We were especially interested in the prolyl amide bond conformation. Pro3 shows interesting chemical shift differences between the peptide 5 and the PFA-tagged peptide 6. In the unreacted state (peptide 5), two sets of Pro3 Cβ and Cγ chemical shifts are observed: one set shows a large Cβ and Cγ chemical shift difference of ~13 ppm while the other set shows a smaller chemical shift difference of ~5 ppm (Fig. 4c).
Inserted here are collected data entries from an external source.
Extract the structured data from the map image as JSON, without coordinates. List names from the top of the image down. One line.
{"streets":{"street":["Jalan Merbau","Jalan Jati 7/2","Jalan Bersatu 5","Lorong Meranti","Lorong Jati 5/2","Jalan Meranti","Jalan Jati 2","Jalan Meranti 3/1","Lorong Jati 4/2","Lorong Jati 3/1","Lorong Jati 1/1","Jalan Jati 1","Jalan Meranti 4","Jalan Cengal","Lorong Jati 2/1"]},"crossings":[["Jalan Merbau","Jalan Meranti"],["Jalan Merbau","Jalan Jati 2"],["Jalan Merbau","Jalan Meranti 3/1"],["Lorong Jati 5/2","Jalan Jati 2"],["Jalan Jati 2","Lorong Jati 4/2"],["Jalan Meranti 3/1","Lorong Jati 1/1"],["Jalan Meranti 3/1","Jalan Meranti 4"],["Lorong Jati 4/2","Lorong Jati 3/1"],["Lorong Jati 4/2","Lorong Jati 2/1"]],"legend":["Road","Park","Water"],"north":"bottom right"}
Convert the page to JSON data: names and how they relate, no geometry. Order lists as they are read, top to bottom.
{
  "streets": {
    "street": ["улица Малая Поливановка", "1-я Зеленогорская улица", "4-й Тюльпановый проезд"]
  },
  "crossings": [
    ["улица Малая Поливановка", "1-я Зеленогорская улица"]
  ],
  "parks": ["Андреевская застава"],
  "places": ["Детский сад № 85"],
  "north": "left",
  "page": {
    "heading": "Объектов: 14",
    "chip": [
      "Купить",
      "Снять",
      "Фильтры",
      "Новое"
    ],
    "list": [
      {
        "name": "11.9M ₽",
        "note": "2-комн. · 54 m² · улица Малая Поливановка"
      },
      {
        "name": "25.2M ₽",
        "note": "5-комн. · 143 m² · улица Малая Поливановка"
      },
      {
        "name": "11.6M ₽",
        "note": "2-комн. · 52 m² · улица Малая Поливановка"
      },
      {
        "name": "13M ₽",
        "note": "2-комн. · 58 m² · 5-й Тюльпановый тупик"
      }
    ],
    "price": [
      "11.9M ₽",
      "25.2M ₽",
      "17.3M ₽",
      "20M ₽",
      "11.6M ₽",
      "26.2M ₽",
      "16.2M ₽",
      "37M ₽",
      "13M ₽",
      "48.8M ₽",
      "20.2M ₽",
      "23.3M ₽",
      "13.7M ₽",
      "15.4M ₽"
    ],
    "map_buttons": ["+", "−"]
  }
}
These Cβ and Cγ chemical shift differences24 are characteristic of the cis and trans isomers of Pro, and peak intensities indicate that the two forms have a cis: trans ratio of 1:1 in the unreacted peptide 5. Upon reaction with the PFA probe, the multiple resolved Pro3 chemical shifts all show similar Cβ and Cγ chemical shift differences of ~5 ppm, indicating that the Pro3 in peptide 6 predominantly shifts to the trans conformer (Fig. 4d).

Overall, these 13C and 15N chemical shifts (Tables S6, S7) indicate there is no single well-defined secondary structure for the π-clamp motif in peptide 5 or 6. The unreacted π-clamp peptide 5 adopts a broadly distributed conformation with an approximate 1:1 ratio of the cis and trans Pro3 isomer. Reacting with the PFA probe causes peptide 6 to adopt four distinct conformations, but only the trans isomer at Pro3. Using the compiled 13C and 15N chemical shifts of peptide 6, a TALOSN25 prediction yielded similar backbone (ϕ,ψ) torsion angles for the four forms (Fig. S46), with the largest torsion angle difference occurring at Phe4. This difference is likely from prediction uncertainty due to the lack of chemical shift information of the residue C-terminal to Phe4. For the unreacted peptide 5, because of the large spectra linewidths, there is significant uncertainty in predicting these (ϕ,ψ) torsion angles. However, since all four distinct sets of peptide 6 chemical shifts fall within the broad linewidths of the unreacted peptide 5, the average backbone conformations may not differ dramatically between the two peptides.

A clamp-like claw structure is one of the two reaction products from ssNMR and modeling studies

To generate a structural model for the perfluoroarylated π-clamp product based on the backbone conformation predicted from chemical shifts, 13C-19F distances were measured using 13C-19F REDOR of two partially labeled π-clamp peptides: peptide 7 with uniform 13C, 15N labeling at only Phe1 (Fig. S47) and peptide 8 with uniform 13C, 15N labeling at Pro3 and Phe4 (Fig. S48). By examining these two peptides, we can determine the distance between the PFA and each Phe. Figure 5 shows representative REDOR S0 and S spectra at a mixing time of 4 ms. 13C spins that are close to the 19F spins exhibit larger intensity differences between the S0 and S spectra than 13C spins that are farther from 19F spins. Figure 5d plots the intensity ratio S/S0 as a function of the REDOR mixing time for a few representative peaks; the full set of REDOR curves used for modelling are summarized in Fig. S49. The Phe1 backbone Cα peak has the largest dephasing among all peaks, reaching a value of 0.07 ± 0.02 at 6 ms, while the Phe1 Cζ shows a more moderate dephasing trend. The Pro3 Cδ and Phe4 Cζ show linear decay in contrast to the expected universal two-spin REDOR curve. We attribute these decay trajectories to the multi-spin nature of the system, with 8 19F spins at varying distances from each 13C.

Figure 5.

Figure 5

13C-19F distances are measured using 19F-dephased and 13C-detected REDOR spectra of the PFA-tagged π-clamp peptides. Representative spectra were shown. (a) 13C CP-MAS spectra of the fully labeled peptide 6, showing the aliphatic (right) and aromatic (left) region. Full intensity (S0, black) and dephased (S, red) REDOR spectra at a REDOR mixing time of 4 ms for the F1-only labeled π-clamp peptide 7 (b) and P3F4-only labeled peptide 8 (c) are shown. (d) Experimental S/S0 dephasing values for four representative 13C resonances.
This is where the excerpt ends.